One summer Solomon saw Betty reach for another serving of Nesselrode pie which her diabetic diet forbade her to have, and cried, “Betty, don't!” But the indomitable Betty, whose will was a match for her
husband's any day, said, “I don't care if it costs me ten years of my life. I'll take a second helping of this excellent dessert.” With a little smile, she did and within a few hours she was dead. After her death Solomon was a husk of a man. He died a little more than a year later, in 1903.

*
Which had given Jacob Schiff his first contact in New York.

*
In those days the New York Stock Exchange was open on Saturdays.

*
It was an era when it was fashionable for the rich and mighty to disparage the public. In 1883 William H. Vanderbilt had uttered his famous “The public be damned!”

27


DER REICHE LEWISOHN

Adolph Lewisohn's father had a curious theory. He told his son that the Passover matzoths, or
Afikomen
, had, when properly blessed, a special virtue: if a bit of this unleavened bread was tossed into the sea, it would calm the water. Adolph's father said he knew that this was true because he had tried it once, and it had worked. When Adolph was eighteen in 1867, crossing the Atlantic to America, he had carried one of these blessed matzoths with him. The ship hit a storm, and young Adolph struggled to the rail and cast his
Afikomen
on the water. Nothing happened. It was one of his last attempts to conform to his father's orthodoxy. It was symbolic of his break with the past.

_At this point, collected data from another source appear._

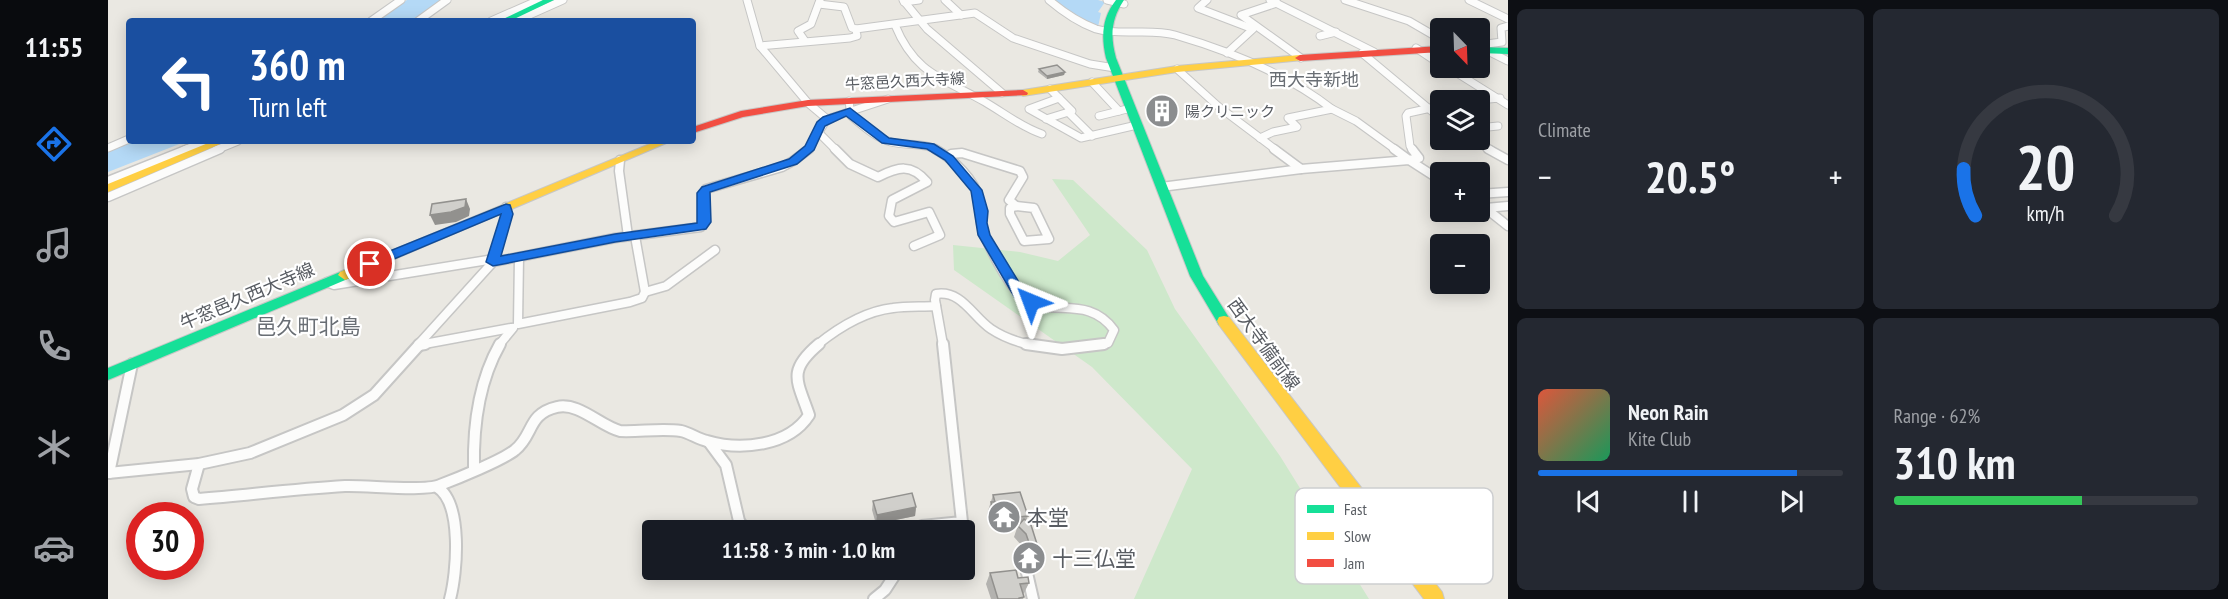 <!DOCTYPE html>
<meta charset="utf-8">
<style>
body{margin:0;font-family:"PT Sans Narrow","Noto Sans JP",sans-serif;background:#242831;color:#f1f3f6;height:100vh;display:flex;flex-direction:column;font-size:22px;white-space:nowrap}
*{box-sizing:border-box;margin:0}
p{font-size:20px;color:#9ea1a6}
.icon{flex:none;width:33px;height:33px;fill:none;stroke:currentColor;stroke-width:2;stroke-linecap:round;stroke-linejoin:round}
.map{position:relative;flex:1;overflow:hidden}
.side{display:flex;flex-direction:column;gap:9px;padding:9px;background:#0d0f14;width:720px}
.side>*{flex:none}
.guide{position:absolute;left:18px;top:18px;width:570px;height:126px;border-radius:6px;box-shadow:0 3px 15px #0003;background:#1a4fa0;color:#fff;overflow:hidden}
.needle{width:39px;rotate:157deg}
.buttons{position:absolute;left:1322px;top:18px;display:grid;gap:12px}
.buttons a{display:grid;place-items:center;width:60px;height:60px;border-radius:6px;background:#171b24;box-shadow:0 3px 15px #0003;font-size:30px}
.speed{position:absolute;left:18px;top:502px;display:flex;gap:12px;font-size:30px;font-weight:700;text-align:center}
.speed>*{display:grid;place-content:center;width:78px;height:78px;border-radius:50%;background:#171b24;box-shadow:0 3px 15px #0003;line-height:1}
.speed .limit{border:9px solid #d22;background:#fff;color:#111}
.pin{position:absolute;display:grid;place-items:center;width:51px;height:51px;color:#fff;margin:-26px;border:3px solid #fff;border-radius:50%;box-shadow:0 2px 6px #0007}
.me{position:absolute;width:66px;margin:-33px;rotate:316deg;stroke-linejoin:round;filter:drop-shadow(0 0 4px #0008)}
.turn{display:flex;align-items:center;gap:21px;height:126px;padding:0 24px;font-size:27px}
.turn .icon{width:78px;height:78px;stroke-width:2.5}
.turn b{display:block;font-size:42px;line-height:51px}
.big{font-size:45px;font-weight:600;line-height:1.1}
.side .tile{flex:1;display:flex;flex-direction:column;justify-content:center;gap:9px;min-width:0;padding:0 21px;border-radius:9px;background:#242831}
.side .dial{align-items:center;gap:0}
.dial svg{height:156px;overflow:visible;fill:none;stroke:#363941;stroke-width:7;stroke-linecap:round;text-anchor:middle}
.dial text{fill:#f1f3f6;stroke:none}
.song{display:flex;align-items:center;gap:18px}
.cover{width:72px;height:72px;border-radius:9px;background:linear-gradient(135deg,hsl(10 70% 55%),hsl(150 70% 35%))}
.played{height:6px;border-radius:3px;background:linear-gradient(90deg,#1a73e8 85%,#363941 85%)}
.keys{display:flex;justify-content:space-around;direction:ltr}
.heat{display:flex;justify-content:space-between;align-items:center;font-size:33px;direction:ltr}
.charge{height:9px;border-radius:4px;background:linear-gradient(90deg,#34c759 62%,#363941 0)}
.side .tiles{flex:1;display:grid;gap:9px;grid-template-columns:repeat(2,1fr)}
.trip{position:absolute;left:534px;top:520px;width:333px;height:60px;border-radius:6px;background:#171b24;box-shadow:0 3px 15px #0003;font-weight:600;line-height:60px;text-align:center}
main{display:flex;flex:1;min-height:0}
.menu{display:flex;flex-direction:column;width:108px;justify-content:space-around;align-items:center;background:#090b0e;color:#9ea1a6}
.menu .icon{width:42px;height:42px}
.menu .active{color:#1a73e8}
.menu b{font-size:27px;color:#f1f3f6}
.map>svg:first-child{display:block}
</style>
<main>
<nav class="menu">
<b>11:55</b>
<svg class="icon active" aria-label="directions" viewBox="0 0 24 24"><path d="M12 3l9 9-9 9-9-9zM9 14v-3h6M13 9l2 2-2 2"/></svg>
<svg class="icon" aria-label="music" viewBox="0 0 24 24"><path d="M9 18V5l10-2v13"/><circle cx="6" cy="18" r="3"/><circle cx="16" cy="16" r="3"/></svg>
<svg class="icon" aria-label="phone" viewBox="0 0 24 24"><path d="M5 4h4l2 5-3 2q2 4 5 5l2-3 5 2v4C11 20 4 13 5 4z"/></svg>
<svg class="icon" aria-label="climate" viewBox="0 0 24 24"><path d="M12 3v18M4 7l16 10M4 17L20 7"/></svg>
<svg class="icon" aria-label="car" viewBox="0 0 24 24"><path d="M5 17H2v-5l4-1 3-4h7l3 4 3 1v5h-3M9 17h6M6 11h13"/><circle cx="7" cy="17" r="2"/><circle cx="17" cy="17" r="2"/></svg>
</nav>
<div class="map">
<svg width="1400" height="599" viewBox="0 0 1400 599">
<rect width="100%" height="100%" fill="#eae8e2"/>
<!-- green -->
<path fill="#cee8cb" d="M944 179 965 180 1039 250 1067 309 1172 456 1261 599H1026L1084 469 984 367 846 270 845 245 912 252 950 261 982 235Z"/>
<!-- water -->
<g fill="#b4d9f6">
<path d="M299 0H333L303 21H268Z"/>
<path d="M944 0H990L997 2 990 12 993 13 990 27 957 10Z"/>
<path d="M23 141H79L0 172V150Z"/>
</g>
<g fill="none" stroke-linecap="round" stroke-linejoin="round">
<defs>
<g id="street-far2">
<path d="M639 0 652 46 700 103 719 119"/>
<path d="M795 0 819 29 894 93"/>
<path d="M837 0 853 15"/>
<path d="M941 0C954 11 972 23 988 29 1013 36 1042 28 1067 35 1122 51 1179 74 1224 109L1180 118 1189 127 1165 132 1152 138"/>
<path d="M999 0 1016 4"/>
<path d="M1099 0 1090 8 1145 29 1119 53"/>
<path d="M1162 0 1266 52"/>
<path d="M1237 0 1301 21 1332 39"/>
<path d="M1361 0 1400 19"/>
<path d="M796 2 811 0"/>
<path d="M1169 3 1133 15 1193 58"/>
<path d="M711 4 736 7 744 28 748 29"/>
<path d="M263 21 293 0"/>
<path d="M310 21 339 0"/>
<path d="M383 21 431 0"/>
<path d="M408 21 455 0"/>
<path d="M787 25C807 74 835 78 877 102 896 113 913 127 934 134"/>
<path d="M1212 36 1228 32"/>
<path d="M697 41 690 31 703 24 712 0"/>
<path d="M1371 45 1394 42 1393 28 1400 26"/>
<path d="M652 46 742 38 749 36 748 29 867 13 905 38 982 64 1007 68"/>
<path d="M1308 48 1332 64"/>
<path d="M1378 50 1400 61"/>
<path d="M1254 53 1332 118"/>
<path d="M1341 68 1400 105"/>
<path d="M1069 69 1111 107 1168 150"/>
<path d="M984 82 1011 111 1023 108"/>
<path d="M942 89 951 98 921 109 973 138 1029 125"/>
<path d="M1370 100 1392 98"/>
<path d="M741 101 743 116C755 126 768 138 783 142 799 146 814 142 830 150"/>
<path d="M1224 109 1248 121 1288 150"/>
<path d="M960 112 984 136"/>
<path d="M991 116 1011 111"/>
<path d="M938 119 964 111 951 98"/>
<path d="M1371 120 1380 127 1390 126"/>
<path d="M709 131 728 150"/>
<path d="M1365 140 1383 150"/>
<path d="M0 148 21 139"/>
<path d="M76 150 99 141"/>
<path d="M108 150 130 141"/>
<path d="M700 150 719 119 780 99"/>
<path d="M1305 150 1302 146 1298 116 1300 113 1332 106"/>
</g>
<g id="street-far1">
<path d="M727 149 742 164 770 177C790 167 803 163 819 182L784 200 781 216 786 222 821 212 832 235 806 246"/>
<path d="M827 149C845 159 867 179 871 200 873 209 871 218 874 227 879 245 898 281 912 295 939 321 978 292 1006 330L1000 343 990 345"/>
<path d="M1166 149 1193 169 1301 160 1332 180"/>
<path d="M1286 149 1301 160 1311 158 1304 149"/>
<path d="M1380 149 1400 160"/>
<path d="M841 158 843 154 854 153 912 171 915 177 901 200 908 206"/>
<path d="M512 160 511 171 520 236"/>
<path d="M0 181 80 149"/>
<path d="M1053 187 1193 169"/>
<path d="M1371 194 1400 192"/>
<path d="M0 197 112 149"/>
<path d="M1371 203 1400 226"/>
<path d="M908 206 926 208 941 239 916 241 902 214V208Z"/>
<path d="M398 207 399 214 385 262 507 238 593 227C600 215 591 200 598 189L674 167 685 161 701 149"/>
<path d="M1378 208 1400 206"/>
<path d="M527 236 537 292 558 286 607 250"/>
<path d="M411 257 410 324 522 302 534 298 537 292"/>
<path d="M219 282 226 285 386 259"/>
<path d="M310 345 385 262"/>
<path d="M311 345 403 328"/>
<path d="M391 345 405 328"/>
<path d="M709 345C730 328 758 311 785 308 799 306 814 307 828 306"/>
<path d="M835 345 827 300 828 294C854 290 864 316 883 329 895 337 909 342 923 345"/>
</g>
<g id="street">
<path d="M918 344 954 349 996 344"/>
<path d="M311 345 317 344"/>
<path d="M601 442 618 465 631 521 638 531"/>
<path d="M91 464 84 489 86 497 91 499C139 495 188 489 237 486 258 485 317 492 332 485 348 479 395 460 407 450 426 435 419 414 449 407 471 402 492 426 512 431 532 432 553 428 573 431 582 433 590 439 599 441 633 451 681 446 701 415 689 380 679 371 711 344"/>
<path d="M366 469C365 427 371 381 392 344"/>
<path d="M0 473 91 464 142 453 235 415 266 395 312 344"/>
<path d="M1 473 24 364"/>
<path d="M329 487C355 503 349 573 342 599"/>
<path d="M811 531 814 526 854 522 835 344"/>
<path d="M919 573 925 599"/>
<path d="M766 599 777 590 790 570"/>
</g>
<g id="fast">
<path d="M435 0H446L402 21H391Z"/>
<path d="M1008 0H1016C1003 19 1002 36 1008 58L1095 276 1123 321 1121 325H1111L1082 276 998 58C993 36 994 18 1008 0Z"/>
<path d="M1371 47 1400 48V54L1371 53Z"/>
<path d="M237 270 244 275 242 278 0 380V368Z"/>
</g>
<g id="slow">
<path d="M1192 55 1195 56V60L1069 72 915 96 910 93 915 90 1069 66Z"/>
<path d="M105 141H119L0 192V184Z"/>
<path d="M549 141H563L242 278 237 280 230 275 232 272Z"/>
<path d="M1116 316 1121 317 1334 592 1336 599H1316L1111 325 1109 321 1111 317Z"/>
</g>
<g id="jam">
<path d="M1332 46V52L1192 61 1187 58 1192 55Z"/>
<path d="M915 90 920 93 919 95 700 106 635 117 585 133V127L633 111 700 100Z"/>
</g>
</defs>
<!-- street-far2 casing -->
<use href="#street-far2" stroke="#c6c6c5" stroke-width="9"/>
<!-- street-far1 casing -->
<use href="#street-far1" stroke="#c6c6c5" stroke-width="11"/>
<!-- street casing -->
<use href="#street" stroke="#c6c6c5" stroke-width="14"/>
<!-- fast casing -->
<use href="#fast" stroke="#c7c7c6" stroke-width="2"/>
<!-- slow casing -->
<use href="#slow" stroke="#c7c7c6" stroke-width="2"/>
<!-- jam casing -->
<use href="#jam" stroke="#c7c7c6" stroke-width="2"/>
<!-- street-far2 -->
<use href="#street-far2" stroke="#fcfcfb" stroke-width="7"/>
<!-- street-far1 -->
<use href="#street-far1" stroke="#fcfcfb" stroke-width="8"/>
<!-- street -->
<use href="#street" stroke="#fcfcfb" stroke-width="10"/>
<!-- fast -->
<use href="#fast" fill="#16e098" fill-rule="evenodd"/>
<!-- slow -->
<use href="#slow" fill="#ffcf43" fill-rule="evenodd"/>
<!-- jam -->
<use href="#jam" fill="#f24e42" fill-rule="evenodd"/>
</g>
<!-- wall -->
<g fill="#b3b2af">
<path d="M931 69 957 72 956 75 939 79 930 72Z"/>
<path d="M1045 99 1069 110 1066 116 1055 118 1042 106Z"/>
<path d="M885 495 920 516 918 521 934 560 929 571 919 566 913 545 906 537 909 528 888 530 886 522 882 523 879 514Z"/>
<path d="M765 501 808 507 807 516 768 524 764 510Z"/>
<path d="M882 573 921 583 916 593 915 594 916 597 915 599H883L878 584Z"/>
</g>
<!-- shaded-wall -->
<g fill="#92918e">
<path d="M957 72 956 75 939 79V76Z"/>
<path d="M1069 110 1066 116 1055 118 1057 112Z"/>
<path d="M358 199 362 209 361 216 348 222 327 225 322 215Z"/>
<path d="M808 507 807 516 768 524 769 515Z"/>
</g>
<!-- building -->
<g fill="#d0cfcb" stroke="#92918e" stroke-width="1.5">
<path d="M949 65 957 72 939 76 931 69Z"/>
<path d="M1056 98 1069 110 1057 112 1045 99Z"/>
<path d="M358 199 357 207 343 212 322 215 324 204Z"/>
<path d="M912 492 920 516 892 519 890 511H886L883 502H887L885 495Z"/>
<path d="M804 493 808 507 769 515 765 501Z"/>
<path d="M916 519 923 525 934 560 925 554 918 534 910 526Z"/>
<path d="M908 570 910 578 920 577 921 583 912 584 916 597 911 598V599H890L882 573Z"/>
</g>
<!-- route -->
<path fill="#1a73e8" stroke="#114b97" stroke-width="1.5" d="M742 108 781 138 826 144 845 156 874 190 880 211 879 223 882 235 917 292 930 302 928 305H919L907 298 870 235 863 191 837 160 819 149 774 143 738 116 717 126 706 150 689 164 602 192 603 222 598 229 507 242 385 266 378 262 393 214 267 267 262 269 256 264 257 261 398 204 402 205 405 214 393 256 507 234 589 223V193L594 187 681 159 697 146 709 122 715 117Z"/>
<!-- icons -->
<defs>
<symbol id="building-disc" viewBox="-11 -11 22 22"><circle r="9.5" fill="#8b8d8f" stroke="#fff"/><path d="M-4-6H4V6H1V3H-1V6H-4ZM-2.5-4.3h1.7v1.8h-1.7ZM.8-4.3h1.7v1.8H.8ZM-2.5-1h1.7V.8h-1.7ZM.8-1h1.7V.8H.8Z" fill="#fff"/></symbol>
<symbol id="temple-disc" viewBox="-11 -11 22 22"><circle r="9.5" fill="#8b8d8f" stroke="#fff"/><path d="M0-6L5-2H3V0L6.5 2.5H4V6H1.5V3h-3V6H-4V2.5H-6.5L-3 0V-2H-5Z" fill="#fff"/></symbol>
</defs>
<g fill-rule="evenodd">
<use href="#building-disc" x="1035" y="92" width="38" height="38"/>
<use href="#temple-disc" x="877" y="498" width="38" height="38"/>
<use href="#temple-disc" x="902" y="539" width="38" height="38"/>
</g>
<g text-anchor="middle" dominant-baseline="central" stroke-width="4.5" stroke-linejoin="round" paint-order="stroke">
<!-- far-street labels -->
<g font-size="15" fill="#585c62" stroke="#fff">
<text transform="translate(797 81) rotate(-3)">牛窓邑久西大寺線</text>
</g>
<!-- far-poi labels -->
<g font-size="15" fill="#585c62" stroke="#fff" text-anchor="start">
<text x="1077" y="111">陽クリニック</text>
</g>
<!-- far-quarter labels -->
<g font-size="18" fill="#696e74" stroke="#fff">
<text x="1206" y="79">西大寺新地</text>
</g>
<!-- street labels -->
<g font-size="18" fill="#585c62" stroke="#fff">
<text transform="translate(139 296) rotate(-23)">牛窓邑久西大寺線</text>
<text transform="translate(1156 344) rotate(54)">西大寺備前線</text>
</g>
<!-- quarter labels -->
<g font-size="21" fill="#696e74" stroke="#fff">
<text x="200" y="326">邑久町北島</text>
</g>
<!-- near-poi labels -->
<g font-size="21" fill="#585c62" stroke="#fff" text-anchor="start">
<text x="919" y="517">本堂</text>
<text x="944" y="558">十三仏堂</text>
</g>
</g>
<!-- legend -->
<rect x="1187" y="488" width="198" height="96" rx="9" fill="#fff" stroke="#cdced0" stroke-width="1.5"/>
<rect x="1199" y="505" width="27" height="8" fill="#16e098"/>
<rect x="1199" y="532" width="27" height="8" fill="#ffcf43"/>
<rect x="1199" y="559" width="27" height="8" fill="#f24e42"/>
<g font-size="16" fill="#585c62">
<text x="1236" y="515">Fast</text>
<text x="1236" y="542">Slow</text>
<text x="1236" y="569">Jam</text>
</g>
</svg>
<div class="buttons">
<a><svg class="needle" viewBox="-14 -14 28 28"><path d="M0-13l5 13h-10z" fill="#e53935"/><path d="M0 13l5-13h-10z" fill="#9ea1a6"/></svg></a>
<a><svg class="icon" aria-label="layers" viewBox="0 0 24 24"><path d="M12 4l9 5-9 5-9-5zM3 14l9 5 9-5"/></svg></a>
<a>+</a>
<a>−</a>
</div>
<div class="speed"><div class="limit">30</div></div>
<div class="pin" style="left:262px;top:264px;background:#d93025"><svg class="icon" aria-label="arrive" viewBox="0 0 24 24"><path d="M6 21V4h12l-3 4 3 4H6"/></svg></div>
<svg class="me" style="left:923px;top:302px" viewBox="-20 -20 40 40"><path d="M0-17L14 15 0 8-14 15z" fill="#1a73e8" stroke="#fff" stroke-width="4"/></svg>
<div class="trip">11:58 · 3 min · 1.0 km</div>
<div class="guide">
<div class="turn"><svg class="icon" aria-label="left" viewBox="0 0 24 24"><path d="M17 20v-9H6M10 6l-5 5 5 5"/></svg><div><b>360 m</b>Turn left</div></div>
</div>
</div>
<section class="side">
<div class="tiles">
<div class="tile"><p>Climate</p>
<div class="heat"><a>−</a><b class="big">20.5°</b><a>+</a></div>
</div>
<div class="tile dial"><svg viewBox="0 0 100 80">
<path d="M14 69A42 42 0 1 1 86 69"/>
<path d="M14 69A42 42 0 0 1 8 45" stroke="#1a73e8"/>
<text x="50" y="56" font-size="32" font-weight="700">20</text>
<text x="50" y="72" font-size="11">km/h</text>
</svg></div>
<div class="tile">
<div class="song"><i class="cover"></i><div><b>Neon Rain</b><p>Kite Club</p></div></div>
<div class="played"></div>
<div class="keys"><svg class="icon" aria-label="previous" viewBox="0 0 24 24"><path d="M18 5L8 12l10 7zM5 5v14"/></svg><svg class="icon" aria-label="pause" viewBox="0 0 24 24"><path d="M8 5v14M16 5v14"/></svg><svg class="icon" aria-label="next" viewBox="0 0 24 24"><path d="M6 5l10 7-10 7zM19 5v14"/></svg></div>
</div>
<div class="tile"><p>Range · 62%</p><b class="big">310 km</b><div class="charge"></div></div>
</div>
</section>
</main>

Adolph had been born in Hamburg, the youngest of seven children of Sam and Julie Lewisohn. He was a plump, silent, introverted child, devoted to his mother. One afternoon when he was six years old he was sitting with her when she suddenly said that she felt a little dizzy. Within a few minutes she was dead. Soon afterward his father remarried and started a second family. There were soon four more sons. Adolph, the outcast, had in the meantime been ordered by his father to visit the synagogue every day for a full year to say his
Kaddish
, the orphan's prayer.

The senior Lewisohn operated a business that had been in the
family since 1740, dealing in wool, bristles, horsehair, ostrich and other ornamental feathers, and, eventually, in metals. Sam Lewisohn was proud of his reputation as a businessman and of the fact that he was known locally as “
der reiche Lewisohn”—the rich
Lewisohn. He was also proud of the Lewisohn pedigree, which he traced back to 1609 when the Lewisohns came to Germany from Holland. Sam's mother had been Fanny Haarbleicher, the daughter, Sam pointed out, “of a very good English Jewish family.” And
her
mother's father was Solomon Goldschmidt, a London financier.